Cosine similarity, range -1.0 to 1.0. Roughly:
ScoreMeaning
> 0.6Strong match — same topic
0.3 – 0.6Related
0.05 – 0.3Weakly related
< 0Anti-correlated (different topic)
No threshold filtering applied — topK returns the closest N regardless of score so you can render score badges in your UI.

Snippets

snippet is a ~240-char excerpt centered on the first matching token of your query.
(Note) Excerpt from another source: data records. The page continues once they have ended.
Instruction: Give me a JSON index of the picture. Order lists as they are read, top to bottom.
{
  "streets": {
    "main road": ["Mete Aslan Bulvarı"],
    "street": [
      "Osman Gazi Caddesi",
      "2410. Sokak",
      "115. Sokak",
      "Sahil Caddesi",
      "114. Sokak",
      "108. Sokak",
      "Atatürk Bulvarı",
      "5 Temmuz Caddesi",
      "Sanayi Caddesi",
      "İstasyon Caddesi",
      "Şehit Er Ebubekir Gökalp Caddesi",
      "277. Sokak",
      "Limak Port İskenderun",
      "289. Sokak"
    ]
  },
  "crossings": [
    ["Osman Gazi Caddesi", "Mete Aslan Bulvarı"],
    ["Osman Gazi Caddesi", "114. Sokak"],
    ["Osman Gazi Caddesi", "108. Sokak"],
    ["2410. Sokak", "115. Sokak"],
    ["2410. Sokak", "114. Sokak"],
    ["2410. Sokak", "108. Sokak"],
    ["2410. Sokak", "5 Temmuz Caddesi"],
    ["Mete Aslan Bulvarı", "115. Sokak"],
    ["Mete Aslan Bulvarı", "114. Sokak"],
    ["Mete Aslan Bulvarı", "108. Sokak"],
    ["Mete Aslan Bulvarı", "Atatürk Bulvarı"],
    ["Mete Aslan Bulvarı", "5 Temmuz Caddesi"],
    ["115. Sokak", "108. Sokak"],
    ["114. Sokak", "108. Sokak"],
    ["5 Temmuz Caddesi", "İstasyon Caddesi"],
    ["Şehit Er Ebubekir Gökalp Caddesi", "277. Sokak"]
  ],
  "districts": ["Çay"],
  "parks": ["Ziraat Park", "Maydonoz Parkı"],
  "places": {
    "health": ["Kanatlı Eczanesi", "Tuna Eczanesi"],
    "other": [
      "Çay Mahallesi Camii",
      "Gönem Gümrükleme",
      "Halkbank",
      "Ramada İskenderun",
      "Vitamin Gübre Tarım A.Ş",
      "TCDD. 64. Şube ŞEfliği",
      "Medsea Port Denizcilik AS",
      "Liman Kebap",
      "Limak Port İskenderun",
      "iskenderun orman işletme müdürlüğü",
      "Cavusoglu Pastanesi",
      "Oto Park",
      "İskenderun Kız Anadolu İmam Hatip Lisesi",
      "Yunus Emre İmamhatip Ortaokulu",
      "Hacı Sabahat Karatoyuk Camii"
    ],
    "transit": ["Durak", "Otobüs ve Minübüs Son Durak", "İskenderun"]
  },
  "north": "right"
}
For short messages, the full content is returned.

What gets embedded

  • Every user turn (the content you sent).
  • Every FINAL assistant turn (the model’s text response).
  • Tool-loop intermediate turns (the tool_use + tool_result blocks inside a multi-turn dispatch) are NOT embedded — they’re internal state and would pollute search with non-prose noise.
  • Image/file/tool blocks within content are stripped at embed time; only text blocks contribute.

Tenant isolation

Every embedding is tagged with:
  • user_id (your qlaud account)
  • thread_id
  • seq, role, created_at
  • end_user_id if the thread was tagged with one at create time
Vectorize metadata filter scopes queries to the caller’s user_id always; optionally narrows by thread_id and/or end_user_id. Other qlaud customers’ data is never visible.

Errors

StatusMeaning
400Missing q
401Bad / revoked qlk key
404Thread not found OR not owned by caller (per-thread search only)

Limits (v1)

  • Embedding takes a few seconds after a turn persists; very recent turns may not be searchable yet.
  • Newly-tagged end_user_id filter requires the Vectorize metadata index — already created at the qlaud account level, no setup on your end.
  • Cross-account search is impossible by design.